I know I've been here before, but I'm hoping to get a thorough and detailed analysis, hopefully leading to a permanent solution. This is also a different server than I had in the past, better CPU etc. I'll try to make this as detailed and thorough as possible, but if I can provide any more info, let me know.

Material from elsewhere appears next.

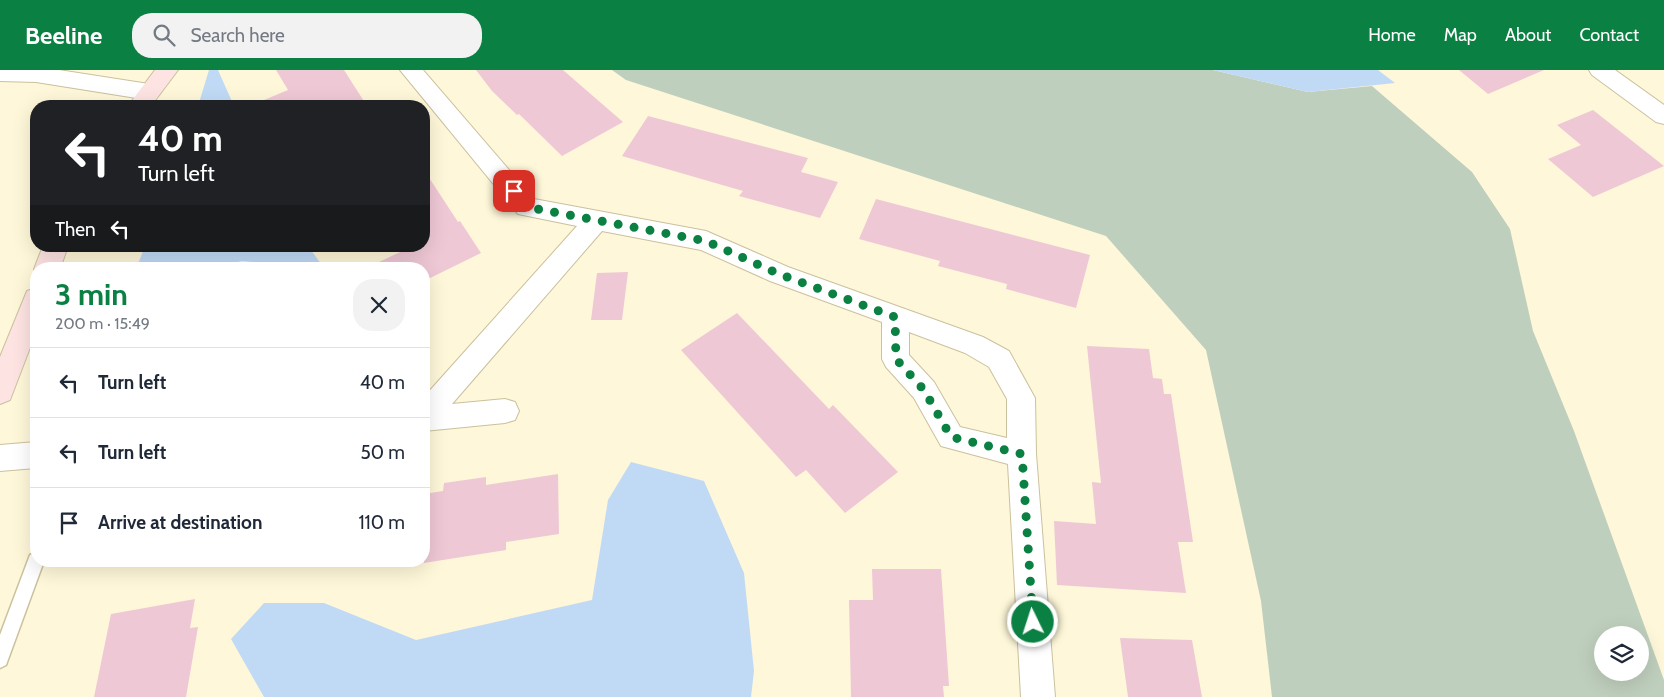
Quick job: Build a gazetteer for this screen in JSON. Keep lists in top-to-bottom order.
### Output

Here is the situation: Most of the time, the server load (viewing top) is reasonable -- somewhere between 0.8 and 2.5. Sites are responsive, things are good. But periodically, at random times, the load will shoot up to 6, 10, 20, I even saw 74 once. Tonight it has been spiking above 5 quite a lot. Usually I will restart Apache from WHM and it will calm down. More often than not, the wait-states will be very high, near 100%, and this is when the server is basically unresponsive. Tonight I simply put my big DF site into maintenance mode and the load dropped below 0.5 within a minute or so. Ten minutes later, I turned it back on, and quite soon the load was above 3.
The site: My site is
www.mlparena.com, a fairly popular site dedicated to My Little Ponies. I administer it for my wife. You wouldn't think it would be too popular, but it seems to be. I'm running DF 9.0.6.1. I plan to upgrade, but unless someone says it's much faster, I'm not exactly keen to open that can of worms, especially considering the amount of tweaks, additional modules, etc that it has.

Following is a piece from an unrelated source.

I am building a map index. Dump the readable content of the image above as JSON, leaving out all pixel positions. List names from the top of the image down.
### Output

The extras: I have integrated Menalto Gallery 2.02, via the dragonflied module. The database for this is about 66MB at this point. Sometimes I turn off this module but I don't notice a significant reduction in the load. I would like to run IPTracker, but haven't had it on in a year for fear it was increasing the MySQL load. I also have the following modules up and running:
dfmaps
daily babe
flash games
forums centre block
most posts
most online users individual
reviews
shoutblock &
treasury module
Another issue that concerns me is the size of my database. I've never culled old posts and it goes back to 2003. The main db for the site is 910MB. In the past when I've tried doing maintenance, it never ever completes, just quits after awhile with the old posts still there. Maybe this isn't a big deal, maybe it's huge, I have no idea.
We also have a lot of forums, and a lot of ranks, including many unique ranks for individuals. I've often wondered if doing so added to the load in some way.
The server. I'm using a Planet single Xeon 2GB ram server.
1 Intel \ 2.0 GHz 1333FSB - Woodcrest \ Xeon 5130 (Dual Core)
2 Generic \ 1024 MB \ DDR2 667 FB DIMM
1 Dell \ 9G Drive Controller - SAS/SATA \ SAS 5/i
1 Western Digital \ 250GB:SATA2:7200RPM \ WD2500JS
WHM, cpanel, redhat, the rest of my server specs are in my sig.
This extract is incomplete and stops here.